====== Exercise data ======

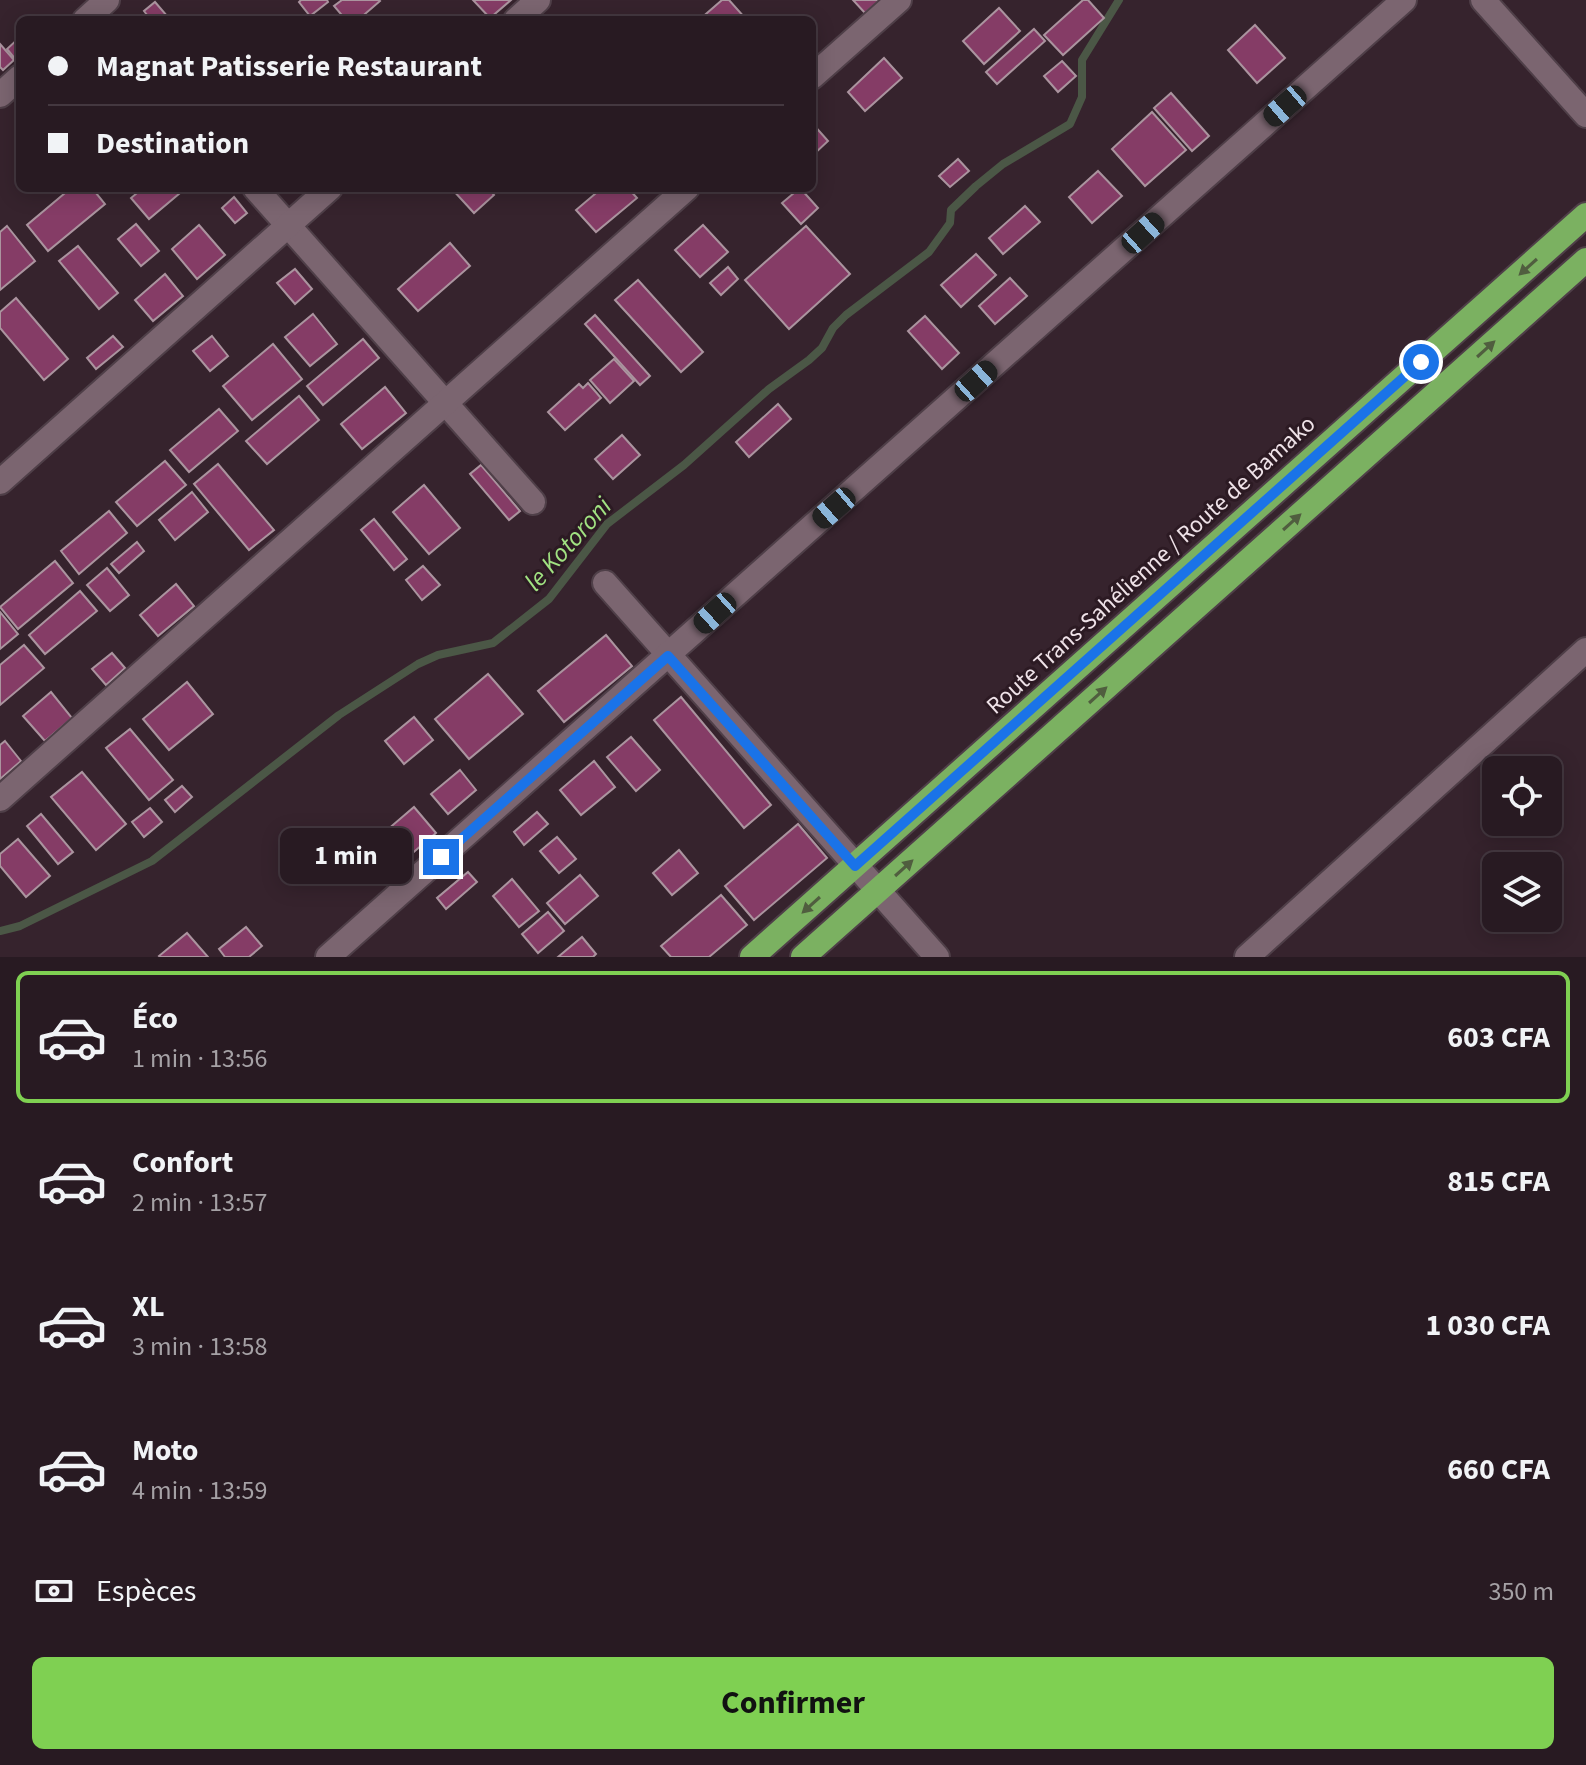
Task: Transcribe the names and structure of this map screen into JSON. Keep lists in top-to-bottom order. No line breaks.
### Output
{"streets":{"highway":["Route Trans-Sahélienne / Route de Bamako"]},"water":["le Kotoroni"],"page":{"banner":["Magnat Patisserie Restaurant","Destination"],"bubble":"1 min","list":[{"name":"Éco","note":"1 min · 13:56","value":"603 CFA"},{"name":"Confort","note":"2 min · 13:57","value":"815 CFA"},{"name":"XL","note":"3 min · 13:58","value":"1 030 CFA"},{"name":"Moto","note":"4 min · 13:59","value":"660 CFA"}],"pay":["Espèces","350 m"],"buttons":"Confirmer"}}
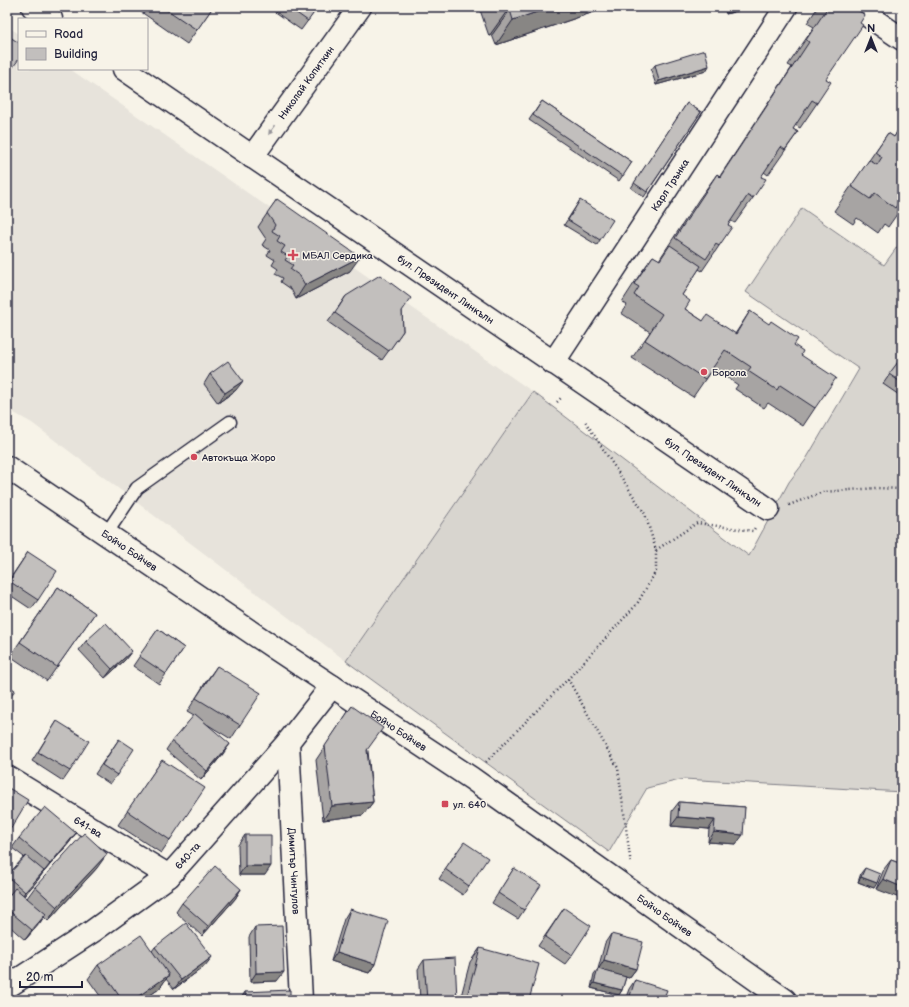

======

Required work ::
What is needed is an exact copy of the data, with the pictures removed.

Answer ::
Task: Transcribe the names and structure of this map screen into JSON. Keep lists in top-to-bottom order. No line breaks.
### Output
{"streets":{"highway":["Route Trans-Sahélienne / Route de Bamako"]},"water":["le Kotoroni"],"page":{"banner":["Magnat Patisserie Restaurant","Destination"],"bubble":"1 min","list":[{"name":"Éco","note":"1 min · 13:56","value":"603 CFA"},{"name":"Confort","note":"2 min · 13:57","value":"815 CFA"},{"name":"XL","note":"3 min · 13:58","value":"1 030 CFA"},{"name":"Moto","note":"4 min · 13:59","value":"660 CFA"}],"pay":["Espèces","350 m"],"buttons":"Confirmer"}}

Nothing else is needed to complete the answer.